If the SharePoint site is in the same tenant as the search service and system-assigned managed identity is enabled, TenantId doesn't have to be included in the connection string. If the SharePoint site is in a different tenant from the search service, TenantId must be included.

Step 5: Create an index

The index specifies the fields in a document, attributes, and other constructs that shape the search experience.

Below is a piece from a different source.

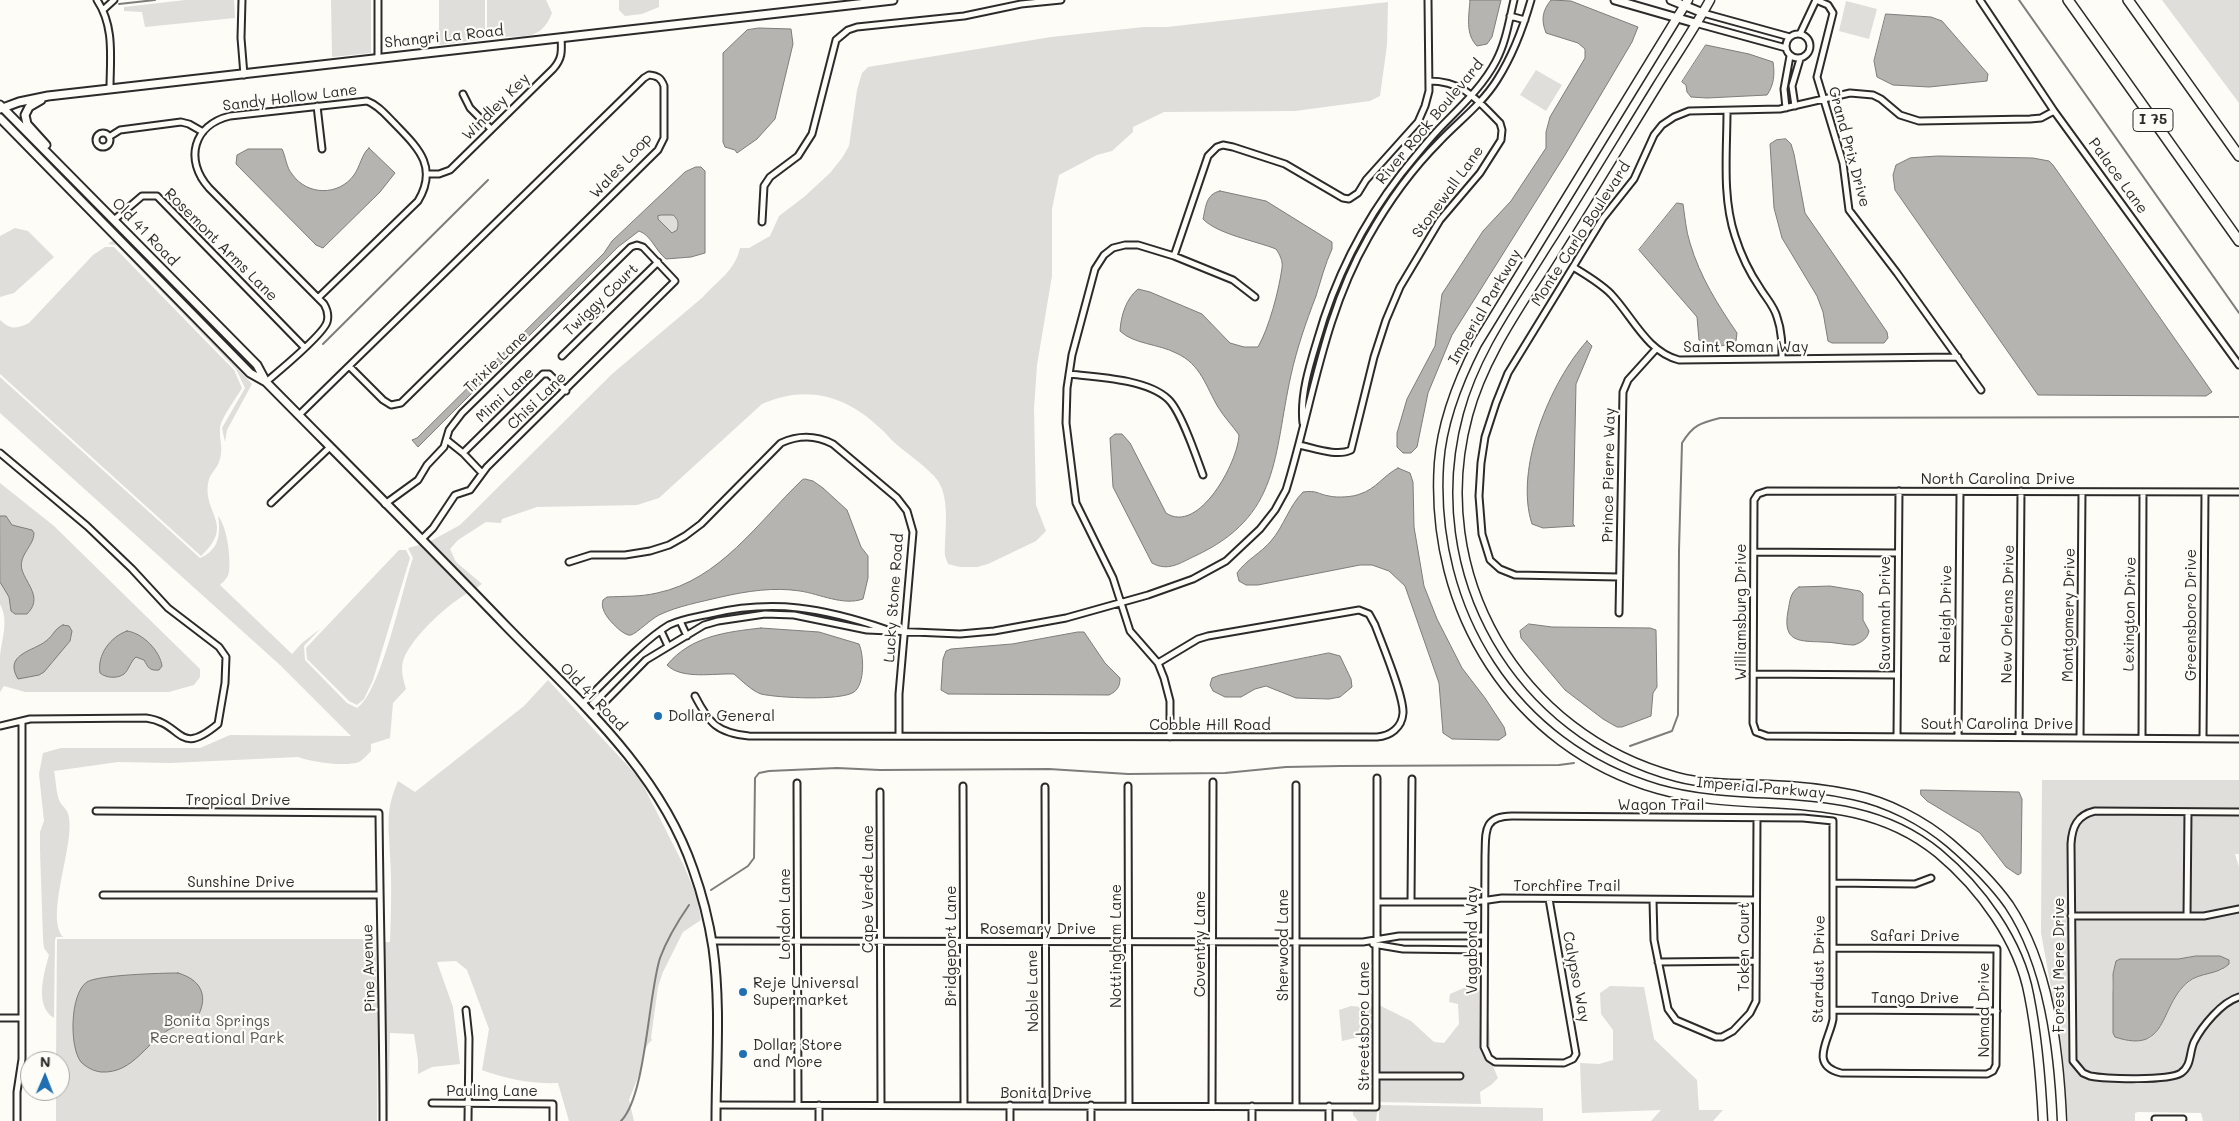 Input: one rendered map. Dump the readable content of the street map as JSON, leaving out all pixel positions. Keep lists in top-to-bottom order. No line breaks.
{"streets":{"highway":["I 75"],"main road":["Imperial Parkway"],"street":["Shangri La Road","Sandy Hollow Lane","Windley Key","River Rock Boulevard","Grand Prix Drive","Wales Loop","Palace Lane","Stonewall Lane","Old 41 Road","Monte Carlo Boulevard","Rosemont Arms Lane","Twiggy Court","Saint Roman Way","Trixie Lane","Mimi Lane","Chisi Lane","Prince Pierre Way","North Carolina Drive","Lucky Stone Road","Williamsburg Drive","Savannah Drive","Raleigh Drive","New Orleans Drive","Lexington Drive","Montgomery Drive","Greensboro Drive","South Carolina Drive","Cobble Hill Road","Tropical Drive","Wagon Trail","Sunshine Drive","Torchfire Trail","Cape Verde Lane","London Lane","Rosemary Drive","Safari Drive","Vagabond Way","Coventry Lane","Sherwood Lane","Bridgeport Lane","Nottingham Lane","Token Court","Forest Mere Drive","Pine Avenue","Stardust Drive","Calypso Way","Noble Lane","Tango Drive","Nomad Drive","Streetsboro Lane","Pauling Lane","Bonita Drive"]},"crossings":[["Shangri La Road","Windley Key"],["Shangri La Road","Old 41 Road"],["Sandy Hollow Lane","Windley Key"],["River Rock Boulevard","Stonewall Lane"],["River Rock Boulevard","Old 41 Road"],["River Rock Boulevard","Lucky Stone Road"],["Grand Prix Drive","Monte Carlo Boulevard"],["Grand Prix Drive","Saint Roman Way"],["Wales Loop","Old 41 Road"],["Palace Lane","Monte Carlo Boulevard"],["Old 41 Road","Rosemont Arms Lane"],["Old 41 Road","Trixie Lane"],["Old 41 Road","Chisi Lane"],["Old 41 Road","Rosemary Drive"],["Old 41 Road","Bonita Drive"],["Monte Carlo Boulevard","Saint Roman Way"],["Monte Carlo Boulevard","Prince Pierre Way"],["Twiggy Court","Trixie Lane"],["Twiggy Court","Chisi Lane"],["Saint Roman Way","Prince Pierre Way"],["Trixie Lane","Chisi Lane"],["Mimi Lane","Chisi Lane"],["North Carolina Drive","Williamsburg Drive"],["North Carolina Drive","Savannah Drive"],["North Carolina Drive","Raleigh Drive"],["North Carolina Drive","New Orleans Drive"],["North Carolina Drive","Lexington Drive"],["North Carolina Drive","Montgomery Drive"],["North Carolina Drive","Greensboro Drive"],["Lucky Stone Road","Cobble Hill Road"],["Williamsburg Drive","South Carolina Drive"],["Savannah Drive","South Carolina Drive"],["Raleigh Drive","South Carolina Drive"],["New Orleans Drive","South Carolina Drive"],["Lexington Drive","South Carolina Drive"],["Montgomery Drive","South Carolina Drive"],["Greensboro Drive","South Carolina Drive"],["Tropical Drive","Pine Avenue"],["Wagon Trail","Vagabond Way"],["Wagon Trail","Token Court"],["Wagon Trail","Stardust Drive"],["Sunshine Drive","Pine Avenue"],["Torchfire Trail","Vagabond Way"],["Torchfire Trail","Token Court"],["Torchfire Trail","Calypso Way"],["Torchfire Trail","Streetsboro Lane"],["Cape Verde Lane","Rosemary Drive"],["Cape Verde Lane","Bonita Drive"],["London Lane","Rosemary Drive"],["London Lane","Bonita Drive"],["Rosemary Drive","Vagabond Way"],["Rosemary Drive","Coventry Lane"],["Rosemary Drive","Sherwood Lane"],["Rosemary Drive","Bridgeport Lane"],["Rosemary Drive","Nottingham Lane"],["Rosemary Drive","Noble Lane"],["Rosemary Drive","Streetsboro Lane"],["Safari Drive","Stardust Drive"],["Safari Drive","Nomad Drive"],["Vagabond Way","Calypso Way"],["Coventry Lane","Bonita Drive"],["Sherwood Lane","Bonita Drive"],["Bridgeport Lane","Bonita Drive"],["Nottingham Lane","Bonita Drive"],["Stardust Drive","Tango Drive"],["Stardust Drive","Nomad Drive"],["Noble Lane","Bonita Drive"],["Tango Drive","Nomad Drive"],["Streetsboro Lane","Bonita Drive"]],"parks":["Bonita Springs Recreational Park"],"places":["Dollar General","Reje Universal Supermarket","Dollar Store and More"],"north":"top"}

To create an index, call Create Index:

POST https://[service name].search.windows.net/indexes?api-version=2020-06-30
Content-Type: application/json
api-key: [admin key]

{
    "name" : "sharepoint-index",
    "fields": [
        { "name": "id", "type": "Edm.String", "key": true, "searchable": false },
        { "name": "metadata_spo_item_name", "type": "Edm.String", "key": false, "searchable": true, "filterable": false, "sortable": false, "facetable": false },
        { "name": "metadata_spo_item_path", "type": "Edm.String", "key": false, "searchable": false, "filterable": false, "sortable": false, "facetable": false },
        { "name": "metadata_spo_item_content_type", "type": "Edm.String", "key": false, "searchable": false, "filterable": true, "sortable": false, "facetable": true },
        { "name": "metadata_spo_item_last_modified", "type": "Edm.DateTimeOffset", "key": false, "searchable": false, "filterable": false, "sortable": true, "facetable": false },
        { "name": "metadata_spo_item_size", "type": "Edm.Int64", "key": false, "searchable": false, "filterable": false, "sortable": false, "facetable": false },
        { "name": "content", "type": "Edm.String", "searchable": true, "filterable": false, "sortable": false, "facetable": false }
    ]
}

Important

Only metadata_spo_site_library_item_id may be used as the key field in an index populated by the SharePoint indexer. If a key field doesn't exist in the data source, metadata_spo_site_library_item_id is automatically mapped to the key field.

Step 6: Create an indexer

An indexer connects a data source with a target search index and provides a schedule to automate the data refresh. Once the index and data source have been created, you're ready to create the indexer.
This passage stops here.